Cities have usually just a few hundred streets, and since the vast majority are already correctly categorised it takes literally just a few minutes to fix any outstanding mistake.

dir.create(path = file.path("data", "gendered_street_names"), showWarnings = FALSE)
dir.create(path = file.path("data", "gendered_street_names", "romania"), showWarnings = FALSE)
saveRDS(object = city_roads_gender, file = file.path("data", "gendered_street_names", "romania", "city_roads_gender-sibiu.rds"))
fix_street_names(city = "Sibiu", country = "Romania")
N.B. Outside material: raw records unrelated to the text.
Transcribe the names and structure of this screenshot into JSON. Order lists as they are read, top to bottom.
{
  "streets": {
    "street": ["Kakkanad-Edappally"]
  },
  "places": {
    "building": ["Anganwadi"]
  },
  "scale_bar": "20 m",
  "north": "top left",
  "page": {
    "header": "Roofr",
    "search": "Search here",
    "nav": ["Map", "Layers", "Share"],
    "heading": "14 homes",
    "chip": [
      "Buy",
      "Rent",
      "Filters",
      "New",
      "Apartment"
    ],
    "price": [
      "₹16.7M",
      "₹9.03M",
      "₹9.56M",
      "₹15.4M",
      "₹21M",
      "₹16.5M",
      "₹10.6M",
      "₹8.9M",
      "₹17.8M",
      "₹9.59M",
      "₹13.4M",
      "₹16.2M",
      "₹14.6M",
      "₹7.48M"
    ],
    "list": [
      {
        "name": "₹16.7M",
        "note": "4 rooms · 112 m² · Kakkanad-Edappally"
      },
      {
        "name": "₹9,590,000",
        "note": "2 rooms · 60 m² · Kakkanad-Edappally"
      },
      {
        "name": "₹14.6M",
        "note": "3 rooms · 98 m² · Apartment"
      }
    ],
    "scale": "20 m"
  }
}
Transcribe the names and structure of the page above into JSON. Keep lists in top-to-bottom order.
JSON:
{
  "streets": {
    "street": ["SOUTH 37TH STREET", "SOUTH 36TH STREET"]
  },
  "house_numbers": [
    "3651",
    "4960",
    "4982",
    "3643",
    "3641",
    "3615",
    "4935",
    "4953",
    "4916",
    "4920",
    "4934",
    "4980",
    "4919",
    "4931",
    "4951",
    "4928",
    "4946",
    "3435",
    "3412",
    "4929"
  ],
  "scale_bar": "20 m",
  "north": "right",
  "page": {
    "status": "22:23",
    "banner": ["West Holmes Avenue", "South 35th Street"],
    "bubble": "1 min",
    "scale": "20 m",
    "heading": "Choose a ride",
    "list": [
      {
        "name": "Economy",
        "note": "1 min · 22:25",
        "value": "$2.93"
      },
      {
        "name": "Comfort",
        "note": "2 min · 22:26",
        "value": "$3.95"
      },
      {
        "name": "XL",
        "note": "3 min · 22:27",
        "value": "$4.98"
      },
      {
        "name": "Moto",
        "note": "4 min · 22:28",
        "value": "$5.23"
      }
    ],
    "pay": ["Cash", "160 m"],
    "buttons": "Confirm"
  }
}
Here is how the interface looks:

screenshot of fix_street_names shiny app

screenshot of fix_street_names shiny app

Fixed what was not right?

Now let’s reimport the updated data, and finally plot the maps.

Step 4: visualise on a map

fixed_roads <- readRDS(file = file.path("data", "gendered_street_names_fixed", "romania", "city_roads_gender_fixed-sibiu.rds"))

city_roads <- city_roads %>% select(-Gender) %>% mutate(name = as.character(name)) %>% 
  left_join(y = fixed_roads %>% rename(name = `Street_name`), by = "name") %>% 
  mutate(Gender = if_else(condition = Gender == "Other", true = as.character(NA), false = Gender))

dir.create(path = file.path("data", "gendered_street_names_fixed_geo"), showWarnings = FALSE)
dir.create(path = file.path("data", "gendered_street_names_fixed_geo", "romania"), showWarnings = FALSE)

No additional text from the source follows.